Exercise aim
Show all lines below holding the string "position".

*** Begin section ***

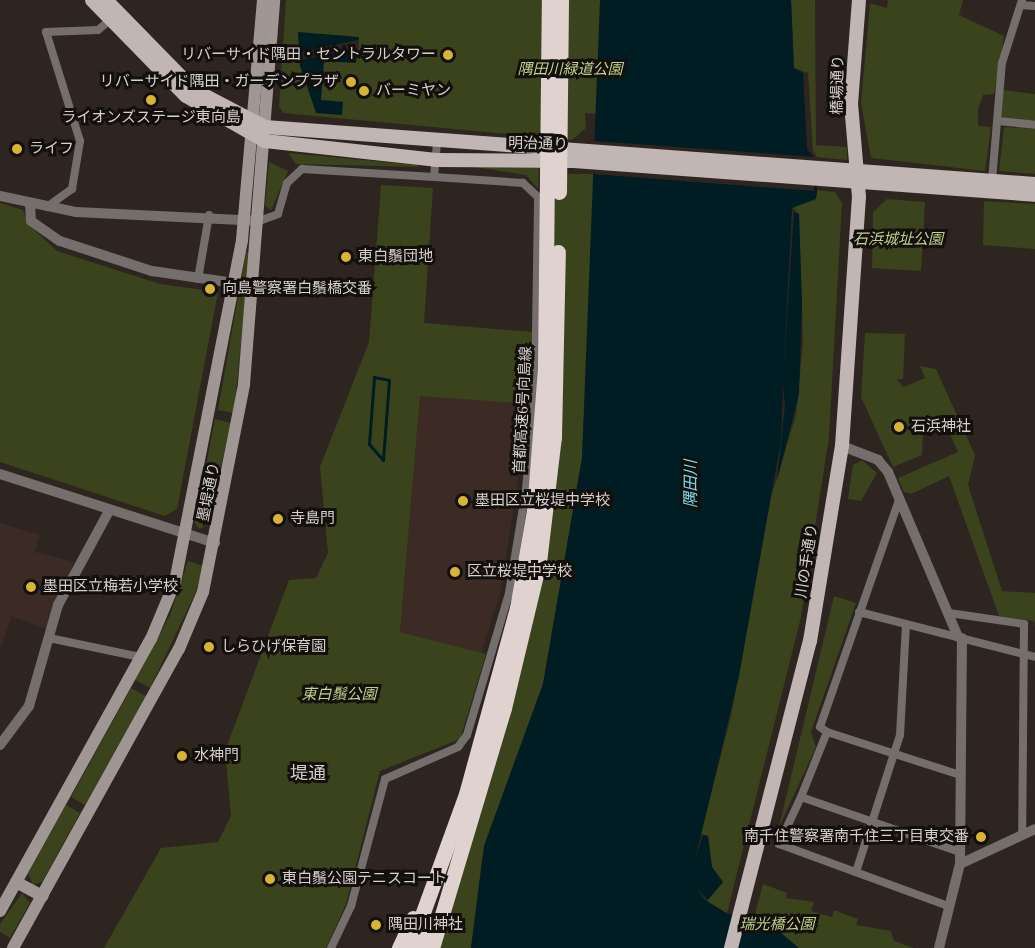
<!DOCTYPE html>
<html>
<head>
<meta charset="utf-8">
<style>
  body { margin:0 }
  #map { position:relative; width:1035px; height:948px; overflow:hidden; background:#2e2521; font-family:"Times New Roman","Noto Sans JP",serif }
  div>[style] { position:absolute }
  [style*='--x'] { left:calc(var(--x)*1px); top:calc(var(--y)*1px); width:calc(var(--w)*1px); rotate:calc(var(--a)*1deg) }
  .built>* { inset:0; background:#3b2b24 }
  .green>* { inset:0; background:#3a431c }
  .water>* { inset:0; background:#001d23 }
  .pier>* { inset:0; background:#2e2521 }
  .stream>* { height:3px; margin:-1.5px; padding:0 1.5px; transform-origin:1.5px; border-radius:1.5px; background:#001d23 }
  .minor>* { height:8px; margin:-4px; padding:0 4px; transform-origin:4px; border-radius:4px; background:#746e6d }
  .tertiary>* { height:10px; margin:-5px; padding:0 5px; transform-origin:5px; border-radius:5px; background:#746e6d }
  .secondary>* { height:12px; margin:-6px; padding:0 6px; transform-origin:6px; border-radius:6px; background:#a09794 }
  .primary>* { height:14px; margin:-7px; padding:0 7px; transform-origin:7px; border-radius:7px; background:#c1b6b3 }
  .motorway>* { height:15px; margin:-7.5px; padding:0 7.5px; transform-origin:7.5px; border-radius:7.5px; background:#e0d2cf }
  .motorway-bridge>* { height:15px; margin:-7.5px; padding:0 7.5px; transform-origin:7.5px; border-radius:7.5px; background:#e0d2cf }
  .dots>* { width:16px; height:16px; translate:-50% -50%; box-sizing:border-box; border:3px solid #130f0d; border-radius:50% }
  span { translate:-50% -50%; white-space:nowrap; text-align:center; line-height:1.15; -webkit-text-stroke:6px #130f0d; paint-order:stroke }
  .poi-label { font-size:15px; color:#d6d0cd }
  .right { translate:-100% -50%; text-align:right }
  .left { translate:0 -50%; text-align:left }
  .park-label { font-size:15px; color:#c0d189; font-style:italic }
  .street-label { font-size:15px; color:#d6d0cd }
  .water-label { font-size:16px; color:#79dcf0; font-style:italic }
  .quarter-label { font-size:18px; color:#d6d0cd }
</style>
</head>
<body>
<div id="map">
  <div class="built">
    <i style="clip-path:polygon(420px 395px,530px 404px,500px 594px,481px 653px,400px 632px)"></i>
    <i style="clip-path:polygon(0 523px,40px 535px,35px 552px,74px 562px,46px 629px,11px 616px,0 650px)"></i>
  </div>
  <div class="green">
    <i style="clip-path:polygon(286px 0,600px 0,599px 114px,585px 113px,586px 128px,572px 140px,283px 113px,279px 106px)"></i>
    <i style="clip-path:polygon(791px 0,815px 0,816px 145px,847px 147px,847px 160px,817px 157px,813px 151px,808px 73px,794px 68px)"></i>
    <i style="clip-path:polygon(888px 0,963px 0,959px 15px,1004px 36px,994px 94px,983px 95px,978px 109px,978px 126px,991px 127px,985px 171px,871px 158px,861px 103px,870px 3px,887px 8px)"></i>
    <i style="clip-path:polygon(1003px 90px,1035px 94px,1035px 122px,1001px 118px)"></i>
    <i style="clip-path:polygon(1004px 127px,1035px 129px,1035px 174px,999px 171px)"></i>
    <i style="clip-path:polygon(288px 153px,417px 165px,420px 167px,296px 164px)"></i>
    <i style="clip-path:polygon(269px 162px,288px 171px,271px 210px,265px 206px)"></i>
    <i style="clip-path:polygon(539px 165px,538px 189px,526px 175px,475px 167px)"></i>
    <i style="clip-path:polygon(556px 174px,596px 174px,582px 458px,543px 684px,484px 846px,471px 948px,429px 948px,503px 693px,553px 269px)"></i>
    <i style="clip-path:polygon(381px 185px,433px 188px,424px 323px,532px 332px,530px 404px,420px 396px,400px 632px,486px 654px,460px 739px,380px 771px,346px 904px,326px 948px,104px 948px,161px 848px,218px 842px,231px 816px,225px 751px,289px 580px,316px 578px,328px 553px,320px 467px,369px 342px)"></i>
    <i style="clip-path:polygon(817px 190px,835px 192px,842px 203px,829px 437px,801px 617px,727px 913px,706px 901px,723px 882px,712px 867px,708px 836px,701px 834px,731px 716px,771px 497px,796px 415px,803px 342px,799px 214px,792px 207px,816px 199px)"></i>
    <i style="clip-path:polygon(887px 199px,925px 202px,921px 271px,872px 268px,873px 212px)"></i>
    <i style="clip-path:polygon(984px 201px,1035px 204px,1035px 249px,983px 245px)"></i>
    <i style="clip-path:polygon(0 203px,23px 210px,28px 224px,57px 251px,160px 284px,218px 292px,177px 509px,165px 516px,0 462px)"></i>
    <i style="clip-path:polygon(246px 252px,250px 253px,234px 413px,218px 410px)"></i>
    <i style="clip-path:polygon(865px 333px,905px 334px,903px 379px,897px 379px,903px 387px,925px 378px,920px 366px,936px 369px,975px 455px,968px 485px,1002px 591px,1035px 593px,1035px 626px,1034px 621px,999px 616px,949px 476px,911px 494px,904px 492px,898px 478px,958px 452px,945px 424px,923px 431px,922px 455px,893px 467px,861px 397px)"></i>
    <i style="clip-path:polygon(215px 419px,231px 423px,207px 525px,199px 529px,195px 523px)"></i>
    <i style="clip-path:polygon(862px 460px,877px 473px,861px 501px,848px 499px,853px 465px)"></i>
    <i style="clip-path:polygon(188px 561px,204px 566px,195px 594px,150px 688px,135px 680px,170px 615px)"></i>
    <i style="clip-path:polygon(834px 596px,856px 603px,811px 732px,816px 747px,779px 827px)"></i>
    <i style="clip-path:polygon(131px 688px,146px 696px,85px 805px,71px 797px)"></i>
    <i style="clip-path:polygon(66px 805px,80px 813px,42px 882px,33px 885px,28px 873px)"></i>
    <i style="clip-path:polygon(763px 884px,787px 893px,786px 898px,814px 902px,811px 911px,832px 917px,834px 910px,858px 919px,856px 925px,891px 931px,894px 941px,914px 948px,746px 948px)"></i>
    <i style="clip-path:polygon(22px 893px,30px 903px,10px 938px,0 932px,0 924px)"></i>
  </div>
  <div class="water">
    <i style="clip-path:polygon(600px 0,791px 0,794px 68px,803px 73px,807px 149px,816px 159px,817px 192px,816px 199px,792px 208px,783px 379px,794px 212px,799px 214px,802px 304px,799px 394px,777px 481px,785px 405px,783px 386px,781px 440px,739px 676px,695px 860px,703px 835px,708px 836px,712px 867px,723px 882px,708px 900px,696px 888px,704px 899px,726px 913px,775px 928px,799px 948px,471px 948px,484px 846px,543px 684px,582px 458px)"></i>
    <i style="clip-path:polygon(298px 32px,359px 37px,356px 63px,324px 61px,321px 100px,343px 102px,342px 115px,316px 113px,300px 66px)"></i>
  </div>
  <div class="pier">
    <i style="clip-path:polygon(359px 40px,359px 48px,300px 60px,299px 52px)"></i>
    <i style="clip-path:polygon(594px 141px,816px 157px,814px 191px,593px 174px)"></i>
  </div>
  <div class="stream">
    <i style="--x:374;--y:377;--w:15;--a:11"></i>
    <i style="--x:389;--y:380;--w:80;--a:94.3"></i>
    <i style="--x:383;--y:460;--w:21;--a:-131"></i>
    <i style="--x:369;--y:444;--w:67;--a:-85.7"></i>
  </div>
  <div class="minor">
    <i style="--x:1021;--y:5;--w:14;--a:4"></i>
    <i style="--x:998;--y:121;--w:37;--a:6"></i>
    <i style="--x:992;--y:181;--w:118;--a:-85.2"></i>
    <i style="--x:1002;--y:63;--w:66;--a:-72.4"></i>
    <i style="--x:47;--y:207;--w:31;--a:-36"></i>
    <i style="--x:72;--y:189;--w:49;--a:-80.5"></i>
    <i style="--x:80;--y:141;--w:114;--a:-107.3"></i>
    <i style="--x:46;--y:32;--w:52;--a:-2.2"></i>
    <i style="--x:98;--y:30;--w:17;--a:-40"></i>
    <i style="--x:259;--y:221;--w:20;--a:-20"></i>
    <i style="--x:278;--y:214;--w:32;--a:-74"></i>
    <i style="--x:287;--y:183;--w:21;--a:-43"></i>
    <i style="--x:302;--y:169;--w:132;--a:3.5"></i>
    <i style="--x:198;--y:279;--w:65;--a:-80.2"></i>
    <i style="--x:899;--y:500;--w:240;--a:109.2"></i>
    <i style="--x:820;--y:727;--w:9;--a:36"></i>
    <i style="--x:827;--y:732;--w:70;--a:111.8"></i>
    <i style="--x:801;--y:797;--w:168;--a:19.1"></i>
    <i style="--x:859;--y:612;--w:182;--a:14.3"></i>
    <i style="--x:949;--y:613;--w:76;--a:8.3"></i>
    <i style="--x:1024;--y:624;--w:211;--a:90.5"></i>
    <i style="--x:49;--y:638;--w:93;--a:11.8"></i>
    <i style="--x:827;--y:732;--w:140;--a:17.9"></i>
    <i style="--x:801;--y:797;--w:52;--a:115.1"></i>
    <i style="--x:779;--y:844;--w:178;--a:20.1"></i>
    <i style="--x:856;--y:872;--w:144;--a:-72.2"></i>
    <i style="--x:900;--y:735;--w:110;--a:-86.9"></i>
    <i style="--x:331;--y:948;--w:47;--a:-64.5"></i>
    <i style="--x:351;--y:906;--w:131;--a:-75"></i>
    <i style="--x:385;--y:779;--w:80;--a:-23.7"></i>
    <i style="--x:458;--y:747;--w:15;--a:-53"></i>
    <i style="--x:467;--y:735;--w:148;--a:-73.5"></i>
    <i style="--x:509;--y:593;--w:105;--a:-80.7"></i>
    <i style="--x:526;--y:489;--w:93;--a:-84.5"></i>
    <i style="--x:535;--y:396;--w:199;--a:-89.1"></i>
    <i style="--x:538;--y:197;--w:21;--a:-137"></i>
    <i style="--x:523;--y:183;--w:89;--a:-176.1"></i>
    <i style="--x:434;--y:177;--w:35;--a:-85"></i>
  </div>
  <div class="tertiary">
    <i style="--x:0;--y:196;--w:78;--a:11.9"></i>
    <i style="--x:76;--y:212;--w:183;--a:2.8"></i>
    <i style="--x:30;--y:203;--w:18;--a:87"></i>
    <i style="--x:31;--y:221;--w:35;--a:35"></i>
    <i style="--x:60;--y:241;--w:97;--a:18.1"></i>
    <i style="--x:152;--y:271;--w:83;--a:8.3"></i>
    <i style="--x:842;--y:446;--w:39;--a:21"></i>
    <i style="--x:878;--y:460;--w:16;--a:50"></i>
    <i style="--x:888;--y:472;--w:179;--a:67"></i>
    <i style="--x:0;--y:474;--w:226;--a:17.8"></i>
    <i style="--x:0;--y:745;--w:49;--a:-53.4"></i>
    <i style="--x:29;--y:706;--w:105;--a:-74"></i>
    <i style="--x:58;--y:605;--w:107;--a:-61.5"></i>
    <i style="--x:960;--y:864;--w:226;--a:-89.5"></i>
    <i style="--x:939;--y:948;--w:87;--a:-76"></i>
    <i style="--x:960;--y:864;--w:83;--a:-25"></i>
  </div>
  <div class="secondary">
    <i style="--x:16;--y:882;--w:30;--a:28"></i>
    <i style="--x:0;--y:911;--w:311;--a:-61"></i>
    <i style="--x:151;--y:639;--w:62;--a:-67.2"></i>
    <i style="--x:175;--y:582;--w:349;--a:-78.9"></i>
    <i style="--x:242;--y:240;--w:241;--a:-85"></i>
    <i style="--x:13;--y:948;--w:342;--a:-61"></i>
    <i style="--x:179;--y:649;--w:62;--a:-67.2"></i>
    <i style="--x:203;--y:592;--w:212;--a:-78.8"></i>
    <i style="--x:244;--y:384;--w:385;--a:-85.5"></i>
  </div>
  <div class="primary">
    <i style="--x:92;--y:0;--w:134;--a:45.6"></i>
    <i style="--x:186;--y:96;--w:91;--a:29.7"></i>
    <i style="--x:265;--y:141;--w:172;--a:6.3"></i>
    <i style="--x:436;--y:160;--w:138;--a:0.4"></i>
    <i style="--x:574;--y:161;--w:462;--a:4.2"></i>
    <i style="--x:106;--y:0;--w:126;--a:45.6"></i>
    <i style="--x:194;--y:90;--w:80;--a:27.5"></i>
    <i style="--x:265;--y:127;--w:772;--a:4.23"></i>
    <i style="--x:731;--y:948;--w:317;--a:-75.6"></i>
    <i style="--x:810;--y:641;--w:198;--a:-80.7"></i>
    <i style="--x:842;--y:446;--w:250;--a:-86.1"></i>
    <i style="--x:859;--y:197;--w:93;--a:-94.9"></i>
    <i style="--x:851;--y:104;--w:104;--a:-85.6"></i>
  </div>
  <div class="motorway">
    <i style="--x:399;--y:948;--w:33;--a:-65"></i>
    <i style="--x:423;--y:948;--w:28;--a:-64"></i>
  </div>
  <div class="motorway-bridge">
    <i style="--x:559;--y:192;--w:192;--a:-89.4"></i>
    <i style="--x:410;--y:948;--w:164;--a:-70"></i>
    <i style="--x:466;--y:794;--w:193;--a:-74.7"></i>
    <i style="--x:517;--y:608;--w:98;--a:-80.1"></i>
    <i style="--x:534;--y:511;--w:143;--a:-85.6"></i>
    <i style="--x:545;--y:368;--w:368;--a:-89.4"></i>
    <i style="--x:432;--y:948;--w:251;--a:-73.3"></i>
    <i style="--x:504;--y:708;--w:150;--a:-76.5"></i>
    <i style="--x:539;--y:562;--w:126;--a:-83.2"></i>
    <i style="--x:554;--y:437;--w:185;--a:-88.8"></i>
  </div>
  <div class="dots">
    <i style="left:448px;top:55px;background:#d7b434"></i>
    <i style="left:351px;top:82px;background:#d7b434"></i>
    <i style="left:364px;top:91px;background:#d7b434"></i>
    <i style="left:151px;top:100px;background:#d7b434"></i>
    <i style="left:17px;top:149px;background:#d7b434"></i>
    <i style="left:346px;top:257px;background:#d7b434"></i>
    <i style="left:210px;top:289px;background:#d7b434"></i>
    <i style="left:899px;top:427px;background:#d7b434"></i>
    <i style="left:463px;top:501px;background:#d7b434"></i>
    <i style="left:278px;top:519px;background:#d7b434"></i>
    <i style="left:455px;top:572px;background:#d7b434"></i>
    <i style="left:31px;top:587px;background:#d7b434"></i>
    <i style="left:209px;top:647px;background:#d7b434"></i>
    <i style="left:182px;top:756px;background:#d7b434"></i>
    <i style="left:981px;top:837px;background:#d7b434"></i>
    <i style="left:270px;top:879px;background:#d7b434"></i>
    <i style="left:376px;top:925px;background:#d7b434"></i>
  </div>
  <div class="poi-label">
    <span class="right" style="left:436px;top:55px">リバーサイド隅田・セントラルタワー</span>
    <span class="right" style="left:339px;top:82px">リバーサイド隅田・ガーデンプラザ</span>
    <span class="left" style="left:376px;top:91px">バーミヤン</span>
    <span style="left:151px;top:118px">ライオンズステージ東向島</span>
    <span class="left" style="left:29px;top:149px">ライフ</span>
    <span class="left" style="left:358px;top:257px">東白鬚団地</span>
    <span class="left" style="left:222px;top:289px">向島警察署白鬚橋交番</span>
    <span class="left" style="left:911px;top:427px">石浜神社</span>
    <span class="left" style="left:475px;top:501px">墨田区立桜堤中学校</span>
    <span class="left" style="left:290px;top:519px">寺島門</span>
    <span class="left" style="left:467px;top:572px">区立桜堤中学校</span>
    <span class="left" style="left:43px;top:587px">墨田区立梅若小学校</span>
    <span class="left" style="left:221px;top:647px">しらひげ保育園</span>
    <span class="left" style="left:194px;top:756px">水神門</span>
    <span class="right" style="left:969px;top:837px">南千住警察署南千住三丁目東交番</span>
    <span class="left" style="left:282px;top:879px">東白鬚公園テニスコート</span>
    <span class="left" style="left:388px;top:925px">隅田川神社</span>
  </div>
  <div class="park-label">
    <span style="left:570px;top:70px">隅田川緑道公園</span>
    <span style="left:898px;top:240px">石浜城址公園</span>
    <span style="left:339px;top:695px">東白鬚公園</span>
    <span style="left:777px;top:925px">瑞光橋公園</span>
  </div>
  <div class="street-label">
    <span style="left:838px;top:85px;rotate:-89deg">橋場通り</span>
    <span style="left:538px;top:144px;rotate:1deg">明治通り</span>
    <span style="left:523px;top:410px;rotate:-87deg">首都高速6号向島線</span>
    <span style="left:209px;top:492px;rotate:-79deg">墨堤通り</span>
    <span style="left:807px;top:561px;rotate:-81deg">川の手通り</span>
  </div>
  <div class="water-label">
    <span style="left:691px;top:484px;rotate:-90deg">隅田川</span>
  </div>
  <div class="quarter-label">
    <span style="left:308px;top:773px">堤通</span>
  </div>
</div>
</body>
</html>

*** End section ***

Result for this exercise
  #map { position:relative; width:1035px; height:948px; overflow:hidden; background:#2e2521; font-family:"Times New Roman","Noto Sans JP",serif }
  div>[style] { position:absolute }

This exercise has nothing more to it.